■ What you need to do: Pick out each line below containing "position".

■ Records for processing:
Start of Block
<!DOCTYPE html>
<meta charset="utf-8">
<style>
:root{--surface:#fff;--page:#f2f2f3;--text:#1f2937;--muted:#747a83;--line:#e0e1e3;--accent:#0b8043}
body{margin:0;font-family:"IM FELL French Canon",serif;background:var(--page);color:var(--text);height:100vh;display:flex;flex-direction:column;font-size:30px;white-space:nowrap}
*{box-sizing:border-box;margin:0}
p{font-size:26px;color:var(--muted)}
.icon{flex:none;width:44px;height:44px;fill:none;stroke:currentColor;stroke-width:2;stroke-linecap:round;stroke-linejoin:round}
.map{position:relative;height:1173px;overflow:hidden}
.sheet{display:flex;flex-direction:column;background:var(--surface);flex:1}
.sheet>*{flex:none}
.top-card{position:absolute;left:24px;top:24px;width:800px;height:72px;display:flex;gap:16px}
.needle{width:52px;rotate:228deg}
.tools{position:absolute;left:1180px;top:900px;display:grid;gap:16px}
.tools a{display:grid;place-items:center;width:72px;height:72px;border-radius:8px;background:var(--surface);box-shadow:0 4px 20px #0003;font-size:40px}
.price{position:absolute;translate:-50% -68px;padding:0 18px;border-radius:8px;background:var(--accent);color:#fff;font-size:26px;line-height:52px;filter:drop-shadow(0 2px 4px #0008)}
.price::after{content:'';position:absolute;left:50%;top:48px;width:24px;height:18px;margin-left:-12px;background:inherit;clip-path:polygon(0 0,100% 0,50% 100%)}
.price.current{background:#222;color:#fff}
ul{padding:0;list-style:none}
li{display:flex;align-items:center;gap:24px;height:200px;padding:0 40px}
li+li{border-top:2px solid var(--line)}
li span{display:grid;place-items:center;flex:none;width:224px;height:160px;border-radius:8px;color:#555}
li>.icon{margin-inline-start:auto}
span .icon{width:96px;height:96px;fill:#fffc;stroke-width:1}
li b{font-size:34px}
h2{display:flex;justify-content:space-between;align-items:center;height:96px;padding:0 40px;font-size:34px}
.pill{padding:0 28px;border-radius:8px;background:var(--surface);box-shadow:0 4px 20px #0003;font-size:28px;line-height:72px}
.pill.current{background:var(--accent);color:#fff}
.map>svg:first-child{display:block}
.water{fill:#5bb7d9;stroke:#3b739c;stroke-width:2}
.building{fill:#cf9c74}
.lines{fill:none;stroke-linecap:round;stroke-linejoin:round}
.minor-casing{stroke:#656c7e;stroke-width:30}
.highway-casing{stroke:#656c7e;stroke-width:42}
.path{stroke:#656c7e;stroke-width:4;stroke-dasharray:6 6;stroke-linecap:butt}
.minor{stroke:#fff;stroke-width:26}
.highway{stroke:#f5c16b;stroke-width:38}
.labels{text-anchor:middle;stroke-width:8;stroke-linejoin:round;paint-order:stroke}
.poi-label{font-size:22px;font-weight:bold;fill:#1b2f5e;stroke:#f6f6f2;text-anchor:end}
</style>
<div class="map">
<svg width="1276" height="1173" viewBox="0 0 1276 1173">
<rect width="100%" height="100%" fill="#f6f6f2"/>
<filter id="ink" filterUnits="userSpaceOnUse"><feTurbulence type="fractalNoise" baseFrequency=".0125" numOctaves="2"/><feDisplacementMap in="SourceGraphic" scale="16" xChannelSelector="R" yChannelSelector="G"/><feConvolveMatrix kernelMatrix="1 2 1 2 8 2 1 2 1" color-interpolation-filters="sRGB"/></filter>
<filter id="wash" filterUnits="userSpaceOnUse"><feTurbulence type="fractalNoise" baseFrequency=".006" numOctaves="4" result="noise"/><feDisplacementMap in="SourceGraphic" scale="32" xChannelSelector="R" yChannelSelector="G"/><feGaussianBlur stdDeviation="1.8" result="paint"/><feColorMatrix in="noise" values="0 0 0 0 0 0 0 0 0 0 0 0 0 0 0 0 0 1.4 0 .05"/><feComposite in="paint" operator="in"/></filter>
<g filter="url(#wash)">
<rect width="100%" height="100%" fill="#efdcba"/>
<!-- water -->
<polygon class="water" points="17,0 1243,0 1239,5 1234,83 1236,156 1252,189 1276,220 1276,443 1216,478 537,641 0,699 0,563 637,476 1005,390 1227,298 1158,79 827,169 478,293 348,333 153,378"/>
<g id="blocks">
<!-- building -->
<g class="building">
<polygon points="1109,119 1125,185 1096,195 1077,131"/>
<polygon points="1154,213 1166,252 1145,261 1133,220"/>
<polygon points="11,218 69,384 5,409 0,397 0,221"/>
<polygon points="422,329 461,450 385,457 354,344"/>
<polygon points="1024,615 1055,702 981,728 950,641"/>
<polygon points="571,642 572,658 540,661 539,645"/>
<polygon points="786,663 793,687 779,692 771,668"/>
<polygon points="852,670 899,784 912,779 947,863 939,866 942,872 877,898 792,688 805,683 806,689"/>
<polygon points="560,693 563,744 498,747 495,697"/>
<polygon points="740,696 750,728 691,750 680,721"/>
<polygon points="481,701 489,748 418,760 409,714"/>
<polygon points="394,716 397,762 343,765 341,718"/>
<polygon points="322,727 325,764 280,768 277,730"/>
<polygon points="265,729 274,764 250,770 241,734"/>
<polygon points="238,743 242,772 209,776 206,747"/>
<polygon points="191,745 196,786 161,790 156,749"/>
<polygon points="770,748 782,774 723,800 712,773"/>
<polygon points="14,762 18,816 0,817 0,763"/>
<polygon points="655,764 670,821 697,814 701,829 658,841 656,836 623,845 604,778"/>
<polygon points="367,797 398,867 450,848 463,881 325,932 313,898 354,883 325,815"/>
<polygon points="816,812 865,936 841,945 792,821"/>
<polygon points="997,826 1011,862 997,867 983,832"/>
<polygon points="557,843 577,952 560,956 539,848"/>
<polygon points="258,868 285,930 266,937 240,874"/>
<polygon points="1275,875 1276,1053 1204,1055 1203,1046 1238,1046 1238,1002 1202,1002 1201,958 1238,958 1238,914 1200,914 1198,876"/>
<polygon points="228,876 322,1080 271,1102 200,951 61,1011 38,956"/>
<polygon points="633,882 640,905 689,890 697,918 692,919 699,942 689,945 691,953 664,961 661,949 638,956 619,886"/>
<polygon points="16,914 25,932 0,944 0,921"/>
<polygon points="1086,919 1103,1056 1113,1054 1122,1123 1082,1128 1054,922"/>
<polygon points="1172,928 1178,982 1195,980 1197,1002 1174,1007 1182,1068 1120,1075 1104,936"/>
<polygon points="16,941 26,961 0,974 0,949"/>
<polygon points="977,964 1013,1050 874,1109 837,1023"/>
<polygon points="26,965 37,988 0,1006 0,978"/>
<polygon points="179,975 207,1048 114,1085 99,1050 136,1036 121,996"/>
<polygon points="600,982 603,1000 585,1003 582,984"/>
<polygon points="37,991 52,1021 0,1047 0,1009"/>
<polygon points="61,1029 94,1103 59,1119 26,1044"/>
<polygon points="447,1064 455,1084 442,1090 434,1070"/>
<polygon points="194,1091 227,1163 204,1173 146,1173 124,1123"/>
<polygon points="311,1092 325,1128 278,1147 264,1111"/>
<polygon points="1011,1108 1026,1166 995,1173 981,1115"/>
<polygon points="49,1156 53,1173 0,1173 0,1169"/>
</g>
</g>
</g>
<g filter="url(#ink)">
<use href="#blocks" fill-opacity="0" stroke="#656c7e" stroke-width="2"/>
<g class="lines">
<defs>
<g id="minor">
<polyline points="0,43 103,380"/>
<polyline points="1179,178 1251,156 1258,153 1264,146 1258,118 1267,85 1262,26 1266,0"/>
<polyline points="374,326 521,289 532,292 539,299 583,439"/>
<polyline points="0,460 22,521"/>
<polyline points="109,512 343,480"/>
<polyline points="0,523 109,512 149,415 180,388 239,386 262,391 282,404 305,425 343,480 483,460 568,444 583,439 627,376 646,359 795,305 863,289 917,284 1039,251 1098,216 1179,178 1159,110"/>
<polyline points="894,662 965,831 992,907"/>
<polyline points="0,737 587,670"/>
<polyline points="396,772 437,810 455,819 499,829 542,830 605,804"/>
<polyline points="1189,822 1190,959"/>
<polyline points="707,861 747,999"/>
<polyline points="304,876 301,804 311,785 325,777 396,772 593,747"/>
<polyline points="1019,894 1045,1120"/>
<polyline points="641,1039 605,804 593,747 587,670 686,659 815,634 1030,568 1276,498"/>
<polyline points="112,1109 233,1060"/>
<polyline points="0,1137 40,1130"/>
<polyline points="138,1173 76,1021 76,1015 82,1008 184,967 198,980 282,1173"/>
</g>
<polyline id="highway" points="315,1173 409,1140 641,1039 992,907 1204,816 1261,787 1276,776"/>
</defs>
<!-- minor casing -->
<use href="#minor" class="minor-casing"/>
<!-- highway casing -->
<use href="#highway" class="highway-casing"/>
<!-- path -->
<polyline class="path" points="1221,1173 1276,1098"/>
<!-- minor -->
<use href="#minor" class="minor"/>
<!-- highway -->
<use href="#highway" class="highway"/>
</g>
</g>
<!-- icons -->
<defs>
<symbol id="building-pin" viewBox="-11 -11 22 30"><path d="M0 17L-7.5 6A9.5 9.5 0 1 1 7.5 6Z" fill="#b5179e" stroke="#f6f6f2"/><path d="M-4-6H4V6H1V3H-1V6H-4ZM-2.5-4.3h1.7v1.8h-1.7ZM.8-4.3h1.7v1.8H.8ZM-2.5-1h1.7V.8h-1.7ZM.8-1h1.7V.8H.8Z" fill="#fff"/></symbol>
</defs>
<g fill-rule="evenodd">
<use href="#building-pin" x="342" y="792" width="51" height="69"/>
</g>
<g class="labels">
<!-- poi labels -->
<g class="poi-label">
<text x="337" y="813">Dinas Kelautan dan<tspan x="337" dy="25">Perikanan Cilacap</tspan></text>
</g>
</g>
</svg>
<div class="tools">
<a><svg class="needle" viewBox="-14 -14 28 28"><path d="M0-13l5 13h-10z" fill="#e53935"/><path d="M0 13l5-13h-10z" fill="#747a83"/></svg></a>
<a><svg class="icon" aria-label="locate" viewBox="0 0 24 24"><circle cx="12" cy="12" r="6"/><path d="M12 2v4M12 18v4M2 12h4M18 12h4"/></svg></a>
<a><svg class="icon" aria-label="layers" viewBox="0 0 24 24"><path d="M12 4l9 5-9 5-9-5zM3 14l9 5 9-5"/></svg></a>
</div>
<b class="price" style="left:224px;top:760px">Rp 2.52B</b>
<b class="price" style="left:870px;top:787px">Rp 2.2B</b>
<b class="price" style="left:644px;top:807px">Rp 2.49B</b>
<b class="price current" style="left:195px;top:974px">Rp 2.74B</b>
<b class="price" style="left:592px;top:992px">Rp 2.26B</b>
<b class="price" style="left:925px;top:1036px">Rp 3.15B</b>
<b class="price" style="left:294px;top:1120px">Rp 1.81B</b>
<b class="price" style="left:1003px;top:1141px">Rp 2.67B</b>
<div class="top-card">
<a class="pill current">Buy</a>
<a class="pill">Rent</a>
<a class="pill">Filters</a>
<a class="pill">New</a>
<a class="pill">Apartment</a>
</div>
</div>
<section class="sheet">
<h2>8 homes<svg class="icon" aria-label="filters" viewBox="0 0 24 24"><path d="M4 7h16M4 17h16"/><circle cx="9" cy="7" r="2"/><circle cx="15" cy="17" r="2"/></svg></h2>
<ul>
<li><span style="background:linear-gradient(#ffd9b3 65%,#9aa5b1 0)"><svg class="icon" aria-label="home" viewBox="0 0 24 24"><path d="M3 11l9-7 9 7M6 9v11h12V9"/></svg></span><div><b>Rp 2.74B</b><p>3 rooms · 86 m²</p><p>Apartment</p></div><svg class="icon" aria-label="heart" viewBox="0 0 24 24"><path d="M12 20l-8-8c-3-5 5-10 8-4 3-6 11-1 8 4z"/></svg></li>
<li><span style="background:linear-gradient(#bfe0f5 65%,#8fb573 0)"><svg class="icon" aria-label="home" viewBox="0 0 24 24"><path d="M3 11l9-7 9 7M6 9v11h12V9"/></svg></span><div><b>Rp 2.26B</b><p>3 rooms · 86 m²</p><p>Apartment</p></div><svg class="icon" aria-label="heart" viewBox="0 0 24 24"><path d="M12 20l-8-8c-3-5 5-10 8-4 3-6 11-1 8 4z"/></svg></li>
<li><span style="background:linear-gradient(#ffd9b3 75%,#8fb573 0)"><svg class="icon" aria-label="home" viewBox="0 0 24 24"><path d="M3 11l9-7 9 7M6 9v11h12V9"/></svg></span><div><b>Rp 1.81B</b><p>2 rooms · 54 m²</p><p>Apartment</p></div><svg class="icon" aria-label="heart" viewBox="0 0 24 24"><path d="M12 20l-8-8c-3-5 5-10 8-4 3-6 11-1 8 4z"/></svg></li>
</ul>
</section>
End of Block
■ Task solution:
.map{position:relative;height:1173px;overflow:hidden}
.top-card{position:absolute;left:24px;top:24px;width:800px;height:72px;display:flex;gap:16px}
.tools{position:absolute;left:1180px;top:900px;display:grid;gap:16px}
.price{position:absolute;translate:-50% -68px;padding:0 18px;border-radius:8px;background:var(--accent);color:#fff;font-size:26px;line-height:52px;filter:drop-shadow(0 2px 4px #0008)}
.price::after{content:'';position:absolute;left:50%;top:48px;width:24px;height:18px;margin-left:-12px;background:inherit;clip-path:polygon(0 0,100% 0,50% 100%)}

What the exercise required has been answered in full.